0
votes

First, I could be wrong in my understanding on how UTF-8 encoding scheme works as I just began to use unicode. One interesting webpage I came across that says:

There is, however, an encoding scheme for Unicode characters that is compatible with ASCII. It is called UTF-8. Under UTF-8, the byte encoding of character numbers between 0 and 127 is the binary value of a single byte, just like ASCII. For character numbers between 128 and 65535, however, multiple bytes are used. If the first byte has a value between 128 and 255, it is interpreted to indicate the number of bytes that are to follow. The bytes following encode a single character number. All the bytes following in the character encoding also have values between 128 and 255, so there will never be any confusion between single-byte characters between 0 and 127, and bytes that are part of multi-byte character representations.

For example, the character é which has a character number of 233 in both Latin 1 and Unicode, is represented by a single byte with a value 233 in conventional Latin 1 encoding, but is represented as two bytes with the values 195 and 169 in UTF-8.

In my interpretation and understanding, because the character é has a value greater than 128 in unicode (233), it is represented by two bytes. The two bytes have values between 128 and 255 in order to differentiate between ASCII characters that need only one byte, 7-bits are technically used. But how can we reach the number 233 using the values 195 and 169 stored in the two bytes? Or what's the procedure to get 233 from the two bytes? Obviously, if we add the two values (the two bytes) we get 195 + 169 = 364 which is not the same as the code point for the character é, 233. What Am I missing here?

*I totally understand some characters will require more bytes to represent, but that's another story.

1
Look up UTF8 on Wikipedia. The algorithm is described.Mark Tolonen
You need to apply the concept of place values from middle school math, or, in bit arithmetic, shifting or multiplying. If you read C, there are many implementations of utf8.c.Tom Blodget

1 Answers

9
votes

UTF-8 is an encoding scheme. It is not enough to just add the raw bytes together, you have to remove the encoded portions first, and then concat (not add) the remaining bits together.

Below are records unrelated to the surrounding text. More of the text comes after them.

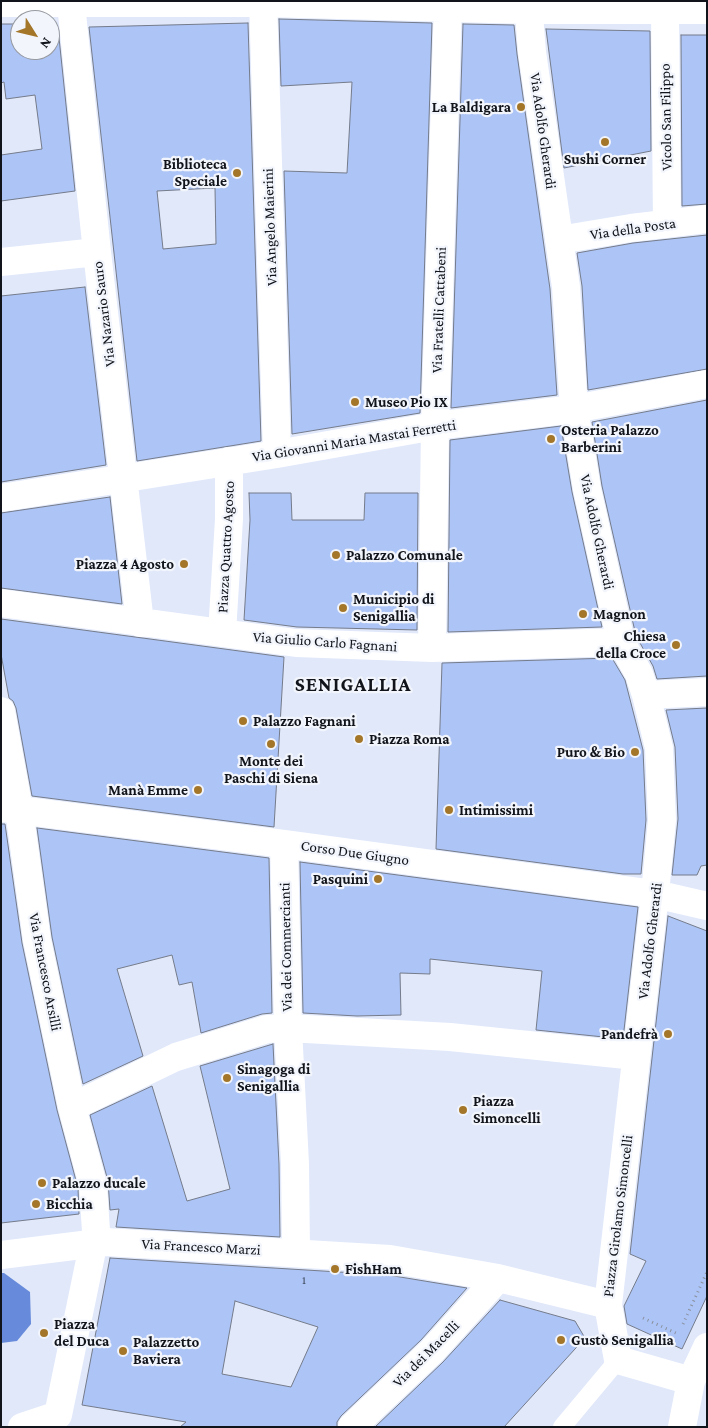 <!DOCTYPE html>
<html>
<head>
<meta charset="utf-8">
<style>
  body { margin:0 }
  #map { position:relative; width:708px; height:1428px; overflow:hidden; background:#e0e8fa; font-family:"Crimson Pro",serif }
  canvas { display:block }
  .frame { position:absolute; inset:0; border:2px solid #11141a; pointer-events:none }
  .north { position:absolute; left:10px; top:10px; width:50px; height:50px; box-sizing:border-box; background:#f2f5fc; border:1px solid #989ba2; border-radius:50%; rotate:126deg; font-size:14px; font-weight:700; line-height:20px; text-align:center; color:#11141a }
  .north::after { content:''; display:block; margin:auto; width:18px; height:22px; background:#a47629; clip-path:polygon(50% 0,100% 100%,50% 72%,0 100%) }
</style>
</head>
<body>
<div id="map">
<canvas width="708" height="1428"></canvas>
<div class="frame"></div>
<div class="north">N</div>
</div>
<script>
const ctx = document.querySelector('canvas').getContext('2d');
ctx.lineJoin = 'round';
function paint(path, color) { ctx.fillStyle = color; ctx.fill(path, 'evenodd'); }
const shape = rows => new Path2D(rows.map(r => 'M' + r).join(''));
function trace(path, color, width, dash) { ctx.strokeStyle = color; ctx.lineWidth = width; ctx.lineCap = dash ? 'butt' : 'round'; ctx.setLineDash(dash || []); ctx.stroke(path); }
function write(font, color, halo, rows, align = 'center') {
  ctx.font = font + ' "Crimson Pro",serif'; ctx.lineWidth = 4.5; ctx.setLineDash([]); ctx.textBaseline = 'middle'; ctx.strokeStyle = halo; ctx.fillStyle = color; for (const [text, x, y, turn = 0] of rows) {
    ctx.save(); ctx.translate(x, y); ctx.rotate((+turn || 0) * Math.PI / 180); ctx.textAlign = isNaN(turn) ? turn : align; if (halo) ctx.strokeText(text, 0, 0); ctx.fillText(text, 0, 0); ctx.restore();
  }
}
const water = shape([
  [1,1273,4,1273,30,1292,31,1324,17,1341,1,1343]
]);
const building = shape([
  [279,19,432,23,420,413,292,434,284,171,347,173,352,82,281,86,279,19],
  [248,23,261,441,137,461,89,27,248,23],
  [215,188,216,244,163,249,157,191,215,188],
  [1,24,20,24,20,50,50,50,50,25,56,25,58,28,75,191,1,201,1,155,42,149,35,95,6,99,4,82,1,83,1,24],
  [463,24,514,25,517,54,550,289,557,395,451,408,463,24],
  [546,29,650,31,651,151,564,168,546,29],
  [681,35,707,35,707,204,682,206,681,35],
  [707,235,707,369,588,390,582,286,577,253,633,243,707,235],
  [85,287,106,465,1,482,1,296,85,287],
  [707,400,707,676,657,679,653,666,636,636,602,486,592,422,707,400],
  [561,426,572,492,602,627,448,632,450,440,561,426],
  [249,493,291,493,292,520,364,520,365,493,418,493,417,630,297,627,244,620,250,520,249,493],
  [110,497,122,604,1,588,1,513,110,497],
  [1,619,284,657,274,827,32,796,16,708,13,701,9,698,1,654,1,619],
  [612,658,625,680,643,750,646,820,641,874,623,874,436,849,442,663,612,658],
  [707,708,707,865,701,866,697,875,672,875,678,819,675,747,666,710,707,708],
  [1,824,5,824,22,943,57,1110,78,1188,79,1214,1,1223,1,824],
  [37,828,269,858,272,1013,262,1014,201,1033,192,982,179,985,172,955,117,969,143,1056,83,1084,52,937,37,828],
  [300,862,638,907,623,1039,536,1030,542,971,430,959,430,974,400,973,401,1015,357,1016,303,1013,300,862],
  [668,916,707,931,707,1296,682,1349,627,1324,624,1306,646,1261,630,1254,668,916],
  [273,1044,279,1164,280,1237,116,1227,119,1209,110,1210,108,1181,90,1115,152,1086,187,1201,230,1189,200,1066,273,1044],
  [110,1258,388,1275,467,1288,421,1340,341,1416,337,1422,337,1427,180,1427,186,1422,82,1405,110,1258],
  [235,1301,318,1327,291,1387,222,1374,235,1301],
  [500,1300,575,1321,585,1338,504,1427,375,1427,443,1362,500,1300]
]);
const path = shape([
  [643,1318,678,1334],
  [683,1324,707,1272]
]);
const lane = shape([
  [562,1427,618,1360]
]);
const street = shape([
  [263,1,277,454],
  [528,1,532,52,566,287,574,409,587,489,621,642,639,674,646,695,659,748,662,820,655,894,608,1305,618,1360,691,1381],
  [1,3,263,3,528,10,707,10],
  [71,4,97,252,140,623],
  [665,10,667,224],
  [559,240,631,228,707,219],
  [1,262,97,252],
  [1,498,277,454,435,426,574,409,707,384],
  [1,603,296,643,432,648,621,642],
  [222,633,229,519,229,461],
  [432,648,435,426,448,1],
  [646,695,707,692],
  [1,711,19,810,37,940,72,1107,93,1185,96,1231,58,1415],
  [3,808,284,844,655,894,707,906],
  [72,1107,176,1057,267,1029,288,1028,284,844],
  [296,1252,295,1164,288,1028,450,1037,636,1056],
  [1,1255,106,1242,390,1259,498,1278,608,1305],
  [22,1427,58,1415],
  [352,1427,432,1351,498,1278],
  [682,1427,691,1381,707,1347]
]);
const markers = [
  [521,107,5,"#a47629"],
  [605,142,5,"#a47629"],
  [237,173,5,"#a47629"],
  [355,402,5,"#a47629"],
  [551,439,5,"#a47629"],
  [336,555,5,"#a47629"],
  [184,564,5,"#a47629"],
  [343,608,5,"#a47629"],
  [583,614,5,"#a47629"],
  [676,645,5,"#a47629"],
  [243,721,5,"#a47629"],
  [359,739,5,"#a47629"],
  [271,744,5,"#a47629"],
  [635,752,5,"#a47629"],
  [198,790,5,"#a47629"],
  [449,810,5,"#a47629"],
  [378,879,5,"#a47629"],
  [668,1034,5,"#a47629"],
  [227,1078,5,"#a47629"],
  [463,1110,5,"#a47629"],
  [42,1183,5,"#a47629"],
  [36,1204,5,"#a47629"],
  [335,1269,5,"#a47629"],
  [44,1333,5,"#a47629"],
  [561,1340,5,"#a47629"],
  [123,1351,5,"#a47629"]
];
const numberNames = [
  ["1",304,1280]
];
const poiNames = [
  ["La Baldigara",511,107,"right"],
  ["Sushi Corner",605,159,"center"],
  ["Biblioteca",227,164,"right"],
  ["Speciale",227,181,"right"],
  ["Museo Pio IX",365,402],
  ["Osteria Palazzo",561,430],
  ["Barberini",561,447],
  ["Palazzo Comunale",346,555],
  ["Piazza 4 Agosto",174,564,"right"],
  ["Municipio di",353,599],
  ["Senigallia",353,616],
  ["Magnon",593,614],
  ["Chiesa",666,636,"right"],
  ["della Croce",666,653,"right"],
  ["Palazzo Fagnani",253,721],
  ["Piazza Roma",369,739],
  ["Puro & Bio",625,752,"right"],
  ["Monte dei",271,761,"center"],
  ["Paschi di Siena",271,778,"center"],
  ["Manà Emme",188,790,"right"],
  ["Intimissimi",459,810],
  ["Pasquini",368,879,"right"],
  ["Pandefrà",658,1034,"right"],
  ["Sinagoga di",237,1069],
  ["Senigallia",237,1086],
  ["Piazza",473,1101],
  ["Simoncelli",473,1118],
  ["Palazzo ducale",52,1183],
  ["Bicchia",46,1204],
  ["FishHam",345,1269],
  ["Piazza",54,1324],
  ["del Duca",54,1341],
  ["Gustò Senigallia",571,1340],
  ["Palazzetto",133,1342],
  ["Baviera",133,1359]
];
const streetNames = [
  ["Vicolo San Filippo",666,117,-91],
  ["Via Adolfo Gherardi",543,131,82],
  ["Via Angelo Maierini",270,227,-92],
  ["Via della Posta",633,229,-8],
  ["Via Fratelli Cattabeni",439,310,-88],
  ["Via Nazario Sauro",104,314,-97],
  ["Via Giovanni Maria Mastai Ferretti",354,441,-9],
  ["Via Adolfo Gherardi",597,532,78],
  ["Piazza Quattro Agosto",226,547,-87],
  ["Via Giulio Carlo Fagnani",325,642,4],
  ["Corso Due Giugno",355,853,8],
  ["Via Adolfo Gherardi",650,941,-83],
  ["Via dei Commercianti",286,947,-91],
  ["Via Francesco Arsilli",45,972,79],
  ["Piazza Girolamo Simoncelli",618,1216,-83],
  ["Via Francesco Marzi",201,1247,3],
  ["Via dei Macelli",426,1354,-45]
];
const districtNames = [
  ["SENIGALLIA",353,685]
];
paint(water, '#678bda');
paint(building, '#acc4f6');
trace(building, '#747b8a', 1);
trace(path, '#8b919e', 3, [1, 4]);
trace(lane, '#fff', 18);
trace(street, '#fff', 28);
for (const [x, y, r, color] of markers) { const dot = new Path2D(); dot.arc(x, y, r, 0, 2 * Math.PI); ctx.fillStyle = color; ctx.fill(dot); trace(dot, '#f2f5fc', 2); }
write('12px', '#384051', null, numberNames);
write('bold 15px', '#11141a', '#f2f5fc', poiNames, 'left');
write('15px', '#11141a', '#f2f5fc', streetNames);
ctx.letterSpacing = '1px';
write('bold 20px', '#11141a', '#f2f5fc', districtNames);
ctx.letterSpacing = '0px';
</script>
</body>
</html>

UTF-8 is formally defined in RFC 3629, which defines the following table:

Char. number range  |        UTF-8 octet sequence
   (hexadecimal)    |              (binary)
--------------------+---------------------------------------------
0000 0000-0000 007F | 0xxxxxxx
0000 0080-0000 07FF | 110xxxxx 10xxxxxx
0000 0800-0000 FFFF | 1110xxxx 10xxxxxx 10xxxxxx
0001 0000-0010 FFFF | 11110xxx 10xxxxxx 10xxxxxx 10xxxxxx

This is better visualized on Wikipedia:

UTF-8 encoding

Now, lets apply that to your example Unicode character, é, which is Unicode codepoint U+00E9 SMALL LETTER E WITH ACUTE.

If you look at the table, codepoint U+00E9 falls in the 2nd row, so it is encoded using two bytes:

110xxxxx 10xxxxxx

The 1s and 0s are literal, they must appear as shown in the encoded bytes. The xs represent the original bits of the codepoint that is being encoded.

Setting the highest bit to 1 ensures the bytes are not confused with 7-bit ASCII characters. The number of 1s in the first byte of an encoded sequence also serves to specify how many total bytes are in the complete sequence.

The full Unicode repertoire requires a maximum of 21 bits to represent all possible codepoints (up to and including U+10FFFF, which is the highest codepoint that UTF-16 can physically encode. UTF-8 can physically encode higher codepoints, but is artificially restricted by the RFC to maintain 100% compatibility with UTF-16). Since there is no 21-bit data type in most programming languages, the next highest data type is a 32-bit integer.

Codepoint U+00E9 is 0x000000E9 as a 32-bit number in hex. That is 00000000 0000000 00000000 11101001 in binary bits. The 2nd row of the table only uses 11 bits from the codepoint, so you would strip off the high 21 bits and fill in the xs with the remaining 11 low bits:

   11000000 10000000
OR    00011   101001
--------------------
   11000011 10101001 = 0xC3 0xA9

To reverse the process, simply remove the non-x bits from each byte, and join the remaining bits together:

    11000011 10101001
AND 00011111 00111111
---------------------
       00011   101001 = 11101001 = 0xE9

If you need help implementing this algorithm in a particular programming language, there are plenty of examples and tutorials floating around that show the algorithm from a coding perspective.